REQUIRED ACTION – Reproduce the data that follows in its entirety, character for character.

(Collected data entries)
----------
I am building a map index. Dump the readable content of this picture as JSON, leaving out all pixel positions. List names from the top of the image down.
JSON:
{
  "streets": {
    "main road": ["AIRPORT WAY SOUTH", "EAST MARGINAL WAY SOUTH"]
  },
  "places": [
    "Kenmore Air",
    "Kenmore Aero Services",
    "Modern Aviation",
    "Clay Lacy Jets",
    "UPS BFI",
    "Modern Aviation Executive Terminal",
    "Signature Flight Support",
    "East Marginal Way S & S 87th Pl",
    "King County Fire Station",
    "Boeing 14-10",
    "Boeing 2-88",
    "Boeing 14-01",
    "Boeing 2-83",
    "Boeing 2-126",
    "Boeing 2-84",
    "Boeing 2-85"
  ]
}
----------
EXERCISE RESULT –
I am building a map index. Dump the readable content of this picture as JSON, leaving out all pixel positions. List names from the top of the image down.
JSON:
{
  "streets": {
    "main road": ["AIRPORT WAY SOUTH", "EAST MARGINAL WAY SOUTH"]
  },
  "places": [
    "Kenmore Air",
    "Kenmore Aero Services",
    "Modern Aviation",
    "Clay Lacy Jets",
    "UPS BFI",
    "Modern Aviation Executive Terminal",
    "Signature Flight Support",
    "East Marginal Way S & S 87th Pl",
    "King County Fire Station",
    "Boeing 14-10",
    "Boeing 2-88",
    "Boeing 14-01",
    "Boeing 2-83",
    "Boeing 2-126",
    "Boeing 2-84",
    "Boeing 2-85"
  ]
}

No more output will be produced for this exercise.